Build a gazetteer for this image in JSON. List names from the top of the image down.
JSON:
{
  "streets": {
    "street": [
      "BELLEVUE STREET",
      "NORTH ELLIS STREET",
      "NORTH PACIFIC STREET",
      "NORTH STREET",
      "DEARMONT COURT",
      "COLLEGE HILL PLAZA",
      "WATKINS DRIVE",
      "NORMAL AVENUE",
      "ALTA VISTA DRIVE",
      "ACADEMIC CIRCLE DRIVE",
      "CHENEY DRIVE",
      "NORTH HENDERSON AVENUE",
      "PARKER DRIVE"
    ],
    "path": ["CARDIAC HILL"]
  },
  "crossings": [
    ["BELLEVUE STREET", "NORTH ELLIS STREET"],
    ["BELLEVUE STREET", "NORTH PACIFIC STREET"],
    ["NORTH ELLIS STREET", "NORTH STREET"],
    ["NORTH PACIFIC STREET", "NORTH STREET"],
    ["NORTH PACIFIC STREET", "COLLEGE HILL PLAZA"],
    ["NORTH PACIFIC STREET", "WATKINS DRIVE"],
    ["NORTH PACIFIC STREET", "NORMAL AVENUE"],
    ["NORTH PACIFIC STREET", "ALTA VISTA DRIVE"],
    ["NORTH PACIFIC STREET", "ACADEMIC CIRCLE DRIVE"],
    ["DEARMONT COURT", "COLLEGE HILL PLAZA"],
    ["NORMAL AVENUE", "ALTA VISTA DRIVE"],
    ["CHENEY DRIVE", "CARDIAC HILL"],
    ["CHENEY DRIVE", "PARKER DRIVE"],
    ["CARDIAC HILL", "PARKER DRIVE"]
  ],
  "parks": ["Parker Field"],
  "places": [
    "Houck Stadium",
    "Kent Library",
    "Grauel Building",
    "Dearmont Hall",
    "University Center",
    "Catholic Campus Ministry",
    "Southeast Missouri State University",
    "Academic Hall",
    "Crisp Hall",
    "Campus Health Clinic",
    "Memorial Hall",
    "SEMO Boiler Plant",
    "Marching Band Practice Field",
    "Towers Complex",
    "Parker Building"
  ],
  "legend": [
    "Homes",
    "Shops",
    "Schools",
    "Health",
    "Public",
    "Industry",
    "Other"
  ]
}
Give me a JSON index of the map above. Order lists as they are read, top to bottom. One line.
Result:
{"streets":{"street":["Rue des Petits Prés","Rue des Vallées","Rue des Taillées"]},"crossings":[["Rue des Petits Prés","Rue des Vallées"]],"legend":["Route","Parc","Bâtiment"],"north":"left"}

:: EXERCISE GOAL ::
If a line in the records above holds the string "AVENUE", copy it out.

:: EXERCISE ANSWER ::
      "NORMAL AVENUE",
      "NORTH HENDERSON AVENUE",
    ["NORTH PACIFIC STREET", "NORMAL AVENUE"],
    ["NORMAL AVENUE", "ALTA VISTA DRIVE"],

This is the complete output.